● **Problem description**: Return only those lines of the listing in which "weight" appears.

::::::::::

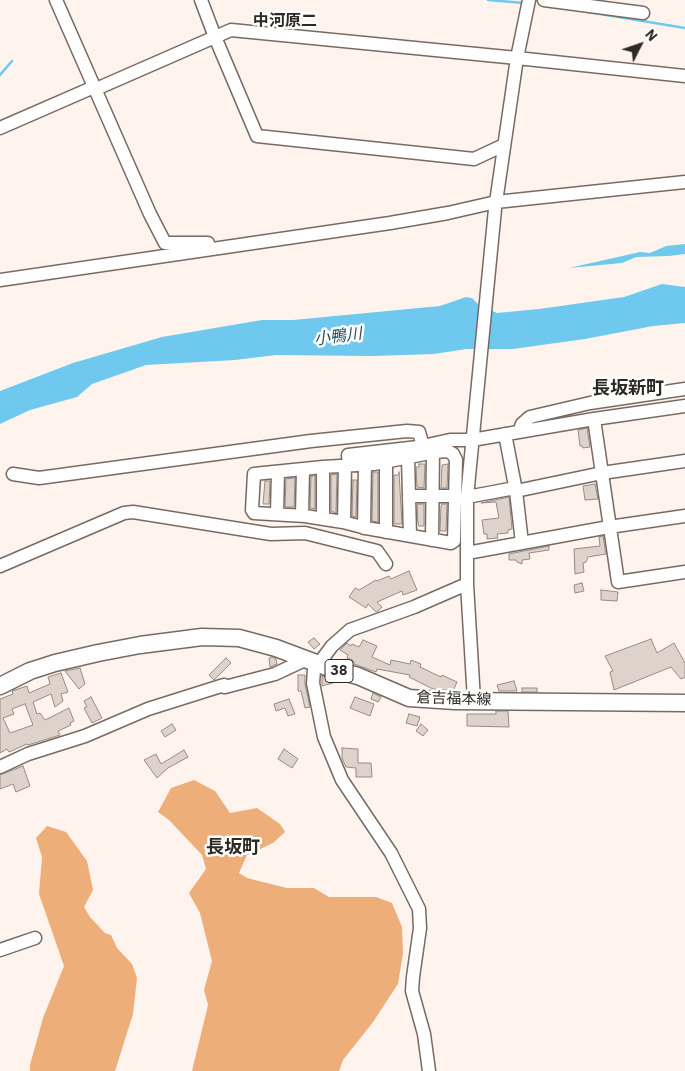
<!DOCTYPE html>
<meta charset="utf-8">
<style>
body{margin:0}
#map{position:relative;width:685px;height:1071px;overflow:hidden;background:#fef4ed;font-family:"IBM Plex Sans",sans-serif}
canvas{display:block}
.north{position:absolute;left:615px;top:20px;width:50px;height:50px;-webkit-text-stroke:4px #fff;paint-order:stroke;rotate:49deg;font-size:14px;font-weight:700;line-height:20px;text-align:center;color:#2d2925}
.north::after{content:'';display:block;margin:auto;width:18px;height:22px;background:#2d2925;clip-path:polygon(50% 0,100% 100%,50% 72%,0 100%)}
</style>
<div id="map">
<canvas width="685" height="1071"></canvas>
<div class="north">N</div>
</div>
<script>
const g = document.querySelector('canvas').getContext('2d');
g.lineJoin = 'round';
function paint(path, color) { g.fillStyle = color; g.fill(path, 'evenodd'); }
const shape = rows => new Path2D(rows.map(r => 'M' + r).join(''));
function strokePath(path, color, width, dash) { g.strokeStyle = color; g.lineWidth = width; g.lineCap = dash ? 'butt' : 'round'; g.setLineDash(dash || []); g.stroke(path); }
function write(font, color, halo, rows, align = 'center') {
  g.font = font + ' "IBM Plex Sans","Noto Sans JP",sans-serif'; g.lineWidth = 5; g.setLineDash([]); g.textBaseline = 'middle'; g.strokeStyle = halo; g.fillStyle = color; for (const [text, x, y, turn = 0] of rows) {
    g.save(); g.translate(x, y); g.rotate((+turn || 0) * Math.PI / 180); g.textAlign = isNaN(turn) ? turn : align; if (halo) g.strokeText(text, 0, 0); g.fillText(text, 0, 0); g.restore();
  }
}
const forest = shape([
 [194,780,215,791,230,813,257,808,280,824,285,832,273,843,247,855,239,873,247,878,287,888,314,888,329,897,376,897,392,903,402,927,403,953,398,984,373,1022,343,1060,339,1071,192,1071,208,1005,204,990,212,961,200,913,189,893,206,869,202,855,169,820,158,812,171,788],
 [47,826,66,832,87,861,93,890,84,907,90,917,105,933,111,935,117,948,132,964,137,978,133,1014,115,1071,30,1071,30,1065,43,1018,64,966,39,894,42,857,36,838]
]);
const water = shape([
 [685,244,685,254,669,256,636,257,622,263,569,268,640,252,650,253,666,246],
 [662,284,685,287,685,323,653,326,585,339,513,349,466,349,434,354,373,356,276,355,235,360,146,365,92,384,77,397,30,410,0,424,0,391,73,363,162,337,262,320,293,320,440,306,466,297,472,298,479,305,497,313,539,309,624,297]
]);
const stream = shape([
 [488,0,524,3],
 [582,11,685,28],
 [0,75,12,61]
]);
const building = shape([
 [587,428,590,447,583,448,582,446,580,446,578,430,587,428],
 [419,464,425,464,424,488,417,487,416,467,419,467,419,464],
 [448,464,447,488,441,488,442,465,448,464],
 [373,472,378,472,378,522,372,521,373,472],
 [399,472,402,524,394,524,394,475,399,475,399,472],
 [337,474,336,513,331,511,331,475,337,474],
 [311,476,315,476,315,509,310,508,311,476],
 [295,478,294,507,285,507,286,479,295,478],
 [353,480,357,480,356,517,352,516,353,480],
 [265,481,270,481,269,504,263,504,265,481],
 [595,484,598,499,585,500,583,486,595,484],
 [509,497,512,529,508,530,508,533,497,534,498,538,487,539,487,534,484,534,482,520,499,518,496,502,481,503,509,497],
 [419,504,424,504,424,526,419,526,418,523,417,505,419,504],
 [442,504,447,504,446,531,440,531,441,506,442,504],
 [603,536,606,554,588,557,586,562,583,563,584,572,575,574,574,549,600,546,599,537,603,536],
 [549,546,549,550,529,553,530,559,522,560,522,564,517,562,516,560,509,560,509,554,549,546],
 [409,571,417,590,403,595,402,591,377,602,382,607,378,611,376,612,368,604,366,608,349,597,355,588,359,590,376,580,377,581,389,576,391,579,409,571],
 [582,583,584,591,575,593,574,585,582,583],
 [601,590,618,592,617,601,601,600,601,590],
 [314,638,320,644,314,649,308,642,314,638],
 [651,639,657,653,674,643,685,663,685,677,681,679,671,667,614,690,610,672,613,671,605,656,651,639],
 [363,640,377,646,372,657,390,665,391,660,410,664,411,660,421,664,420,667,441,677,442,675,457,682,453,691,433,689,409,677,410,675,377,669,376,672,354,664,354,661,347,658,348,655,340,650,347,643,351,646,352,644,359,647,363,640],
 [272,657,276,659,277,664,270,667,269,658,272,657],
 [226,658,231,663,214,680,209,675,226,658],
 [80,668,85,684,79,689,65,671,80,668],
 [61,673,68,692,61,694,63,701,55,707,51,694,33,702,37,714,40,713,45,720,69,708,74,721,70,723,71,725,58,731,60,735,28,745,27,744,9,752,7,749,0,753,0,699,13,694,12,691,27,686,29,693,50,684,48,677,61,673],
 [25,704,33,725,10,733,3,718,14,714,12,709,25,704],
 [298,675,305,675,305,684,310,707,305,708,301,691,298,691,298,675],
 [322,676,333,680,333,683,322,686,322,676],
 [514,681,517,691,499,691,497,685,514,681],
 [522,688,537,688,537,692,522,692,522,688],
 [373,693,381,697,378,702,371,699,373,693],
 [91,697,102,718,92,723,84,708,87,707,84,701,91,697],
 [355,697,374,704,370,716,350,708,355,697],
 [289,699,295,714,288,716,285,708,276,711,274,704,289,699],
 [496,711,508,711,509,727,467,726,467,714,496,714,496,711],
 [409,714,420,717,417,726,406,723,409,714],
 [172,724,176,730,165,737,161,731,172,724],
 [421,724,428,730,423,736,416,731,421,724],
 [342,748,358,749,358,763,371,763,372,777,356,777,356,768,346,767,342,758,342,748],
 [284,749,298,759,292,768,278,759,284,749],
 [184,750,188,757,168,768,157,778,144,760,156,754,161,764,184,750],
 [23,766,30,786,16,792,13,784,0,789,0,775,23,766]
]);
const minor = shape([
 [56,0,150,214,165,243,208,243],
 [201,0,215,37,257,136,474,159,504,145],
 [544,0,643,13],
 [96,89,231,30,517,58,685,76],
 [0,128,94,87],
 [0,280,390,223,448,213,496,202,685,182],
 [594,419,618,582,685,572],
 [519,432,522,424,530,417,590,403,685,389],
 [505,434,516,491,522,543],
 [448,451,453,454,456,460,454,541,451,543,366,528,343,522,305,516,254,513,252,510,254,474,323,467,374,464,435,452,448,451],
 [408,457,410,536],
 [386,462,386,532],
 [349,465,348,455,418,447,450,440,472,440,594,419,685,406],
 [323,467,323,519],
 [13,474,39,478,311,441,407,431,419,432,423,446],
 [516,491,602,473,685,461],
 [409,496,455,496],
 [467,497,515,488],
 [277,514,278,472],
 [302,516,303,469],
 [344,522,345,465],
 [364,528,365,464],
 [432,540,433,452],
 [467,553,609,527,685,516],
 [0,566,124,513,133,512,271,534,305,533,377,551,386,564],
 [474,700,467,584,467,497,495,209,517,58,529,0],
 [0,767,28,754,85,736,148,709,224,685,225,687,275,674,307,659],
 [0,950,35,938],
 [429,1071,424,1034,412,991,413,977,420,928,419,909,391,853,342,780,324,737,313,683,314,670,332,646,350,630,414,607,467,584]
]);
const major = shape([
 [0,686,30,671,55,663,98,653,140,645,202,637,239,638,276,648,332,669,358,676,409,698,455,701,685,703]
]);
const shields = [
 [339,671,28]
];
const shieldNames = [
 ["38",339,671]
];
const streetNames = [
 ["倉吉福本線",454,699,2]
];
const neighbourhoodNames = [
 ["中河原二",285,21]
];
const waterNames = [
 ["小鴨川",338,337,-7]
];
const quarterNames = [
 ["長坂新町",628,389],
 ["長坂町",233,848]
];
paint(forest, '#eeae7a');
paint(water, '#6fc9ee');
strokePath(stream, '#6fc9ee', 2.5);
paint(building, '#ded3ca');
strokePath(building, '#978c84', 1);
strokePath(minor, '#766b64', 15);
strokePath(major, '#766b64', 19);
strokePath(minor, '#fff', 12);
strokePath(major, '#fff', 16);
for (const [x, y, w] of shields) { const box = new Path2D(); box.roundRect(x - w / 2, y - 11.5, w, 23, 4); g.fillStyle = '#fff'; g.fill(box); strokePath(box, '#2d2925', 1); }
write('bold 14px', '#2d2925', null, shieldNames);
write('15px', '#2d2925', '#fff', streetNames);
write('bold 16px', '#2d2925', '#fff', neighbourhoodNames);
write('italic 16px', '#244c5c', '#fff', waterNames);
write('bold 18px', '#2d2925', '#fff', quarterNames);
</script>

::::::::::

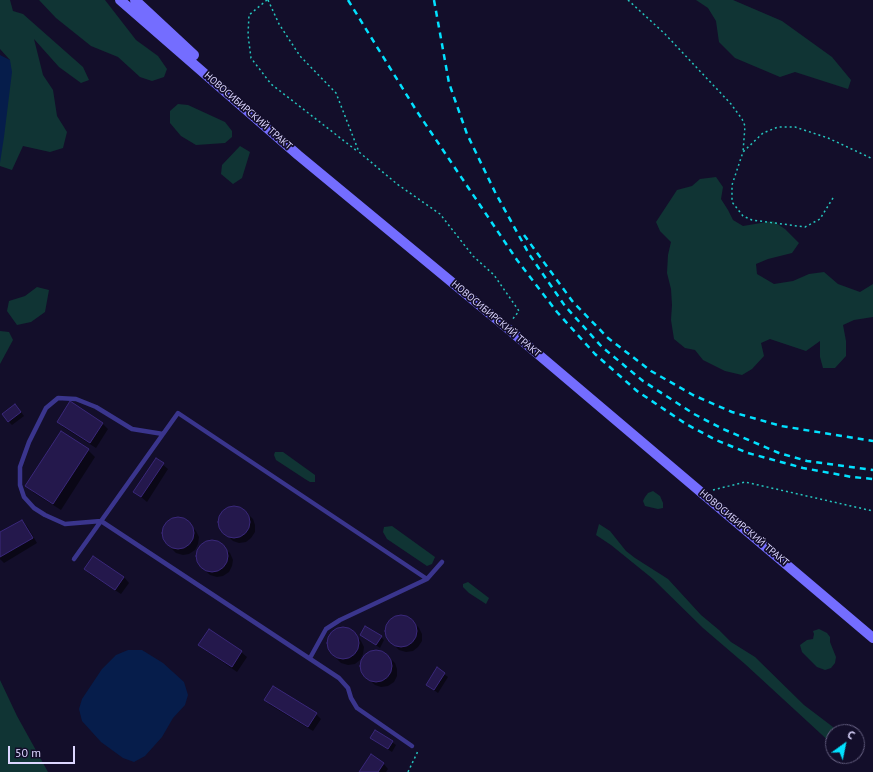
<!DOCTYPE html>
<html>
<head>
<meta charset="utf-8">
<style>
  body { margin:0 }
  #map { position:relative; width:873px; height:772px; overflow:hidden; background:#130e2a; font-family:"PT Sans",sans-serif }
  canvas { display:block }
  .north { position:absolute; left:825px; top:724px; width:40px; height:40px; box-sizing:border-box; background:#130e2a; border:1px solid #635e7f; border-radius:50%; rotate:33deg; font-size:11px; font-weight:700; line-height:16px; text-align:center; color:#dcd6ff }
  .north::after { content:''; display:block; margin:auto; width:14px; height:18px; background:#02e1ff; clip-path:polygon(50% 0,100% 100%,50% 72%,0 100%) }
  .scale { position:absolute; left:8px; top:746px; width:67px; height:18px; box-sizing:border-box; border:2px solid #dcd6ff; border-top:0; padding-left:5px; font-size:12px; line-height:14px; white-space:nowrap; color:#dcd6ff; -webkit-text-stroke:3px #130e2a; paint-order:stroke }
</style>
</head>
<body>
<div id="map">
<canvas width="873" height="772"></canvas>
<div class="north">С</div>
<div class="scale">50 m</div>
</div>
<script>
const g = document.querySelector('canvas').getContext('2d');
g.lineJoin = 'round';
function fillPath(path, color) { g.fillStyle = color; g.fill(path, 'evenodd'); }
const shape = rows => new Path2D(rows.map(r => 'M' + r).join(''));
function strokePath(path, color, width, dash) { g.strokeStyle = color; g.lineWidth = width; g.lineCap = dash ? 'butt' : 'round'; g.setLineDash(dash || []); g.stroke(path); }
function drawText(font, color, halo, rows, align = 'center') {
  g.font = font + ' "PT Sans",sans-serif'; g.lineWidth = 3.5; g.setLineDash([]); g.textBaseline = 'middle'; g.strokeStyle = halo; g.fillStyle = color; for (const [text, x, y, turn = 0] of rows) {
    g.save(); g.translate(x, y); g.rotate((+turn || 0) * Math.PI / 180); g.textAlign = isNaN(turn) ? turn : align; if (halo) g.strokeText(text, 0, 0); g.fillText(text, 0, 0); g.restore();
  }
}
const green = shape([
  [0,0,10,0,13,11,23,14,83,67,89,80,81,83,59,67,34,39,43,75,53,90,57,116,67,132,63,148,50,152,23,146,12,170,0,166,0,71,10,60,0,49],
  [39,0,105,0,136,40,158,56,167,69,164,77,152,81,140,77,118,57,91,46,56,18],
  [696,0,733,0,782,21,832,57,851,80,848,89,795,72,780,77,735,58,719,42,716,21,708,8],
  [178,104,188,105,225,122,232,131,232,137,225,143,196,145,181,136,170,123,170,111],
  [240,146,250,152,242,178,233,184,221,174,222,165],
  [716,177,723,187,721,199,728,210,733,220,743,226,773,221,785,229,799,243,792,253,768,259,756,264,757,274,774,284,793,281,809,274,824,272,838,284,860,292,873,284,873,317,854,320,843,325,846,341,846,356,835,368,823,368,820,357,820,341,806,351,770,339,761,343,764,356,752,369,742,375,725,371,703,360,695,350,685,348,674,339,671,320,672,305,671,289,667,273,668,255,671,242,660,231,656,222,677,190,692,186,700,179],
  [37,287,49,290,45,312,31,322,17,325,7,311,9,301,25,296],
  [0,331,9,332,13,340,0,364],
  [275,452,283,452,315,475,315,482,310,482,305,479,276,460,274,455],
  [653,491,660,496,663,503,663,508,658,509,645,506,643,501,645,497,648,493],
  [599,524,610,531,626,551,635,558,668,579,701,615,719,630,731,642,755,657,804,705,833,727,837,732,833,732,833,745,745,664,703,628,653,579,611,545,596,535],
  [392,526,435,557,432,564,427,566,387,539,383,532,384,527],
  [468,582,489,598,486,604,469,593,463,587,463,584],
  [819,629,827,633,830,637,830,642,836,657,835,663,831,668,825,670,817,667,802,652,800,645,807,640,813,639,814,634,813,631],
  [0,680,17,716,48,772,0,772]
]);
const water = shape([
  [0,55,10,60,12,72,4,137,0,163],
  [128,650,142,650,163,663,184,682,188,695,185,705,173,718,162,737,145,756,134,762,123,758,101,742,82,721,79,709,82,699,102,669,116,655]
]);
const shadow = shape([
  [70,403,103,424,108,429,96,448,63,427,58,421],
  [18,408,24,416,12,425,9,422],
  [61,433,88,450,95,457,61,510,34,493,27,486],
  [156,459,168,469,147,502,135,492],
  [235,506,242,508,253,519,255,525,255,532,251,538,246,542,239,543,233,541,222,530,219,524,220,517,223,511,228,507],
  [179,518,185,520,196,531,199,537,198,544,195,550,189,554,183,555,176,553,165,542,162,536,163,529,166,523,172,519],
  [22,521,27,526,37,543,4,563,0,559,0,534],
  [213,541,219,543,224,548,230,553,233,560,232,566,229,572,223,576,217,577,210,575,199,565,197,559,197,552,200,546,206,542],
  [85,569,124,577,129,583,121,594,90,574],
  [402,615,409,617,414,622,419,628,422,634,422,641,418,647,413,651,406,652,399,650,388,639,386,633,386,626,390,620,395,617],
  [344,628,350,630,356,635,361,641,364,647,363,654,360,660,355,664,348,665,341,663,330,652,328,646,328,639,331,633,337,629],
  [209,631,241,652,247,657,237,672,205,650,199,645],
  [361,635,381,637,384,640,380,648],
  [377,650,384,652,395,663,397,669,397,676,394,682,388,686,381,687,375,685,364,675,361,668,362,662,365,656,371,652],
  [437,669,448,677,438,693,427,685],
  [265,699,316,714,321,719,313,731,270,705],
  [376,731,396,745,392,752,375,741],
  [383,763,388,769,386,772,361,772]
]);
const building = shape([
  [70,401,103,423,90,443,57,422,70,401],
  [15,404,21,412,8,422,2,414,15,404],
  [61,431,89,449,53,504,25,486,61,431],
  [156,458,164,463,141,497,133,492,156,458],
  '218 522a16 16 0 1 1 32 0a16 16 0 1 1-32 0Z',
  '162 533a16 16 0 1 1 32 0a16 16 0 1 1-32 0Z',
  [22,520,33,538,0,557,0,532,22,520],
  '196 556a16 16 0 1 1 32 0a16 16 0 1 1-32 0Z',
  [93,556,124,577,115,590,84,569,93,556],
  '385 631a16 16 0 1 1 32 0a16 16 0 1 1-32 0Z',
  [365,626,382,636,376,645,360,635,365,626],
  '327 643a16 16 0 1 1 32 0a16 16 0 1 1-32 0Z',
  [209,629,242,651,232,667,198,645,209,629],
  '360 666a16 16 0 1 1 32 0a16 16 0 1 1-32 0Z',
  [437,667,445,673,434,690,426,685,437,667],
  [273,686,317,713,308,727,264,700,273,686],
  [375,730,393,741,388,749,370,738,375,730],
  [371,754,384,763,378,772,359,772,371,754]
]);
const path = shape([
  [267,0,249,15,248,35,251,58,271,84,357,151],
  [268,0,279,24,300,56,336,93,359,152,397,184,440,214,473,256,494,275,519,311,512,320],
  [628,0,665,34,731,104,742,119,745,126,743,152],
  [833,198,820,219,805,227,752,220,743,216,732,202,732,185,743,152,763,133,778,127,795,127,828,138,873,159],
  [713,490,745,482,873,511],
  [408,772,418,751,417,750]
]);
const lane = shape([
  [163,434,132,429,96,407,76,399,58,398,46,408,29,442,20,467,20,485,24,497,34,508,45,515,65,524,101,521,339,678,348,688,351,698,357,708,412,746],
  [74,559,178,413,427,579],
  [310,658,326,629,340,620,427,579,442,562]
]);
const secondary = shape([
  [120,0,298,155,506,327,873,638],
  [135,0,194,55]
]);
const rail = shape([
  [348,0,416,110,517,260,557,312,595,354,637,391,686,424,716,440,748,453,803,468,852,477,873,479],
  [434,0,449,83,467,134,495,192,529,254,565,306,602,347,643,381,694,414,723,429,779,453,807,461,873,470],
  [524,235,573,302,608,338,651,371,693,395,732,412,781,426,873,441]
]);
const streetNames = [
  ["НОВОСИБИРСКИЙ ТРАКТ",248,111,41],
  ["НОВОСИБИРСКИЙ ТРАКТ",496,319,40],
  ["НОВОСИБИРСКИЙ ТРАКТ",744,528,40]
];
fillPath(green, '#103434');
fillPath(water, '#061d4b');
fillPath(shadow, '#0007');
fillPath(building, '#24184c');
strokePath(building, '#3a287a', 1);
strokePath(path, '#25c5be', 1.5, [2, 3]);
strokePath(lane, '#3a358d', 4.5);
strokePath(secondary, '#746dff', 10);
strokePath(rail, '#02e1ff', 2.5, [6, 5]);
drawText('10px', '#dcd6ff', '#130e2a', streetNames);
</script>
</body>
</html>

::::::::::

● **Response area**:
.north{position:absolute;left:615px;top:20px;width:50px;height:50px;-webkit-text-stroke:4px #fff;paint-order:stroke;rotate:49deg;font-size:14px;font-weight:700;line-height:20px;text-align:center;color:#2d2925}
  .north { position:absolute; left:825px; top:724px; width:40px; height:40px; box-sizing:border-box; background:#130e2a; border:1px solid #635e7f; border-radius:50%; rotate:33deg; font-size:11px; font-weight:700; line-height:16px; text-align:center; color:#dcd6ff }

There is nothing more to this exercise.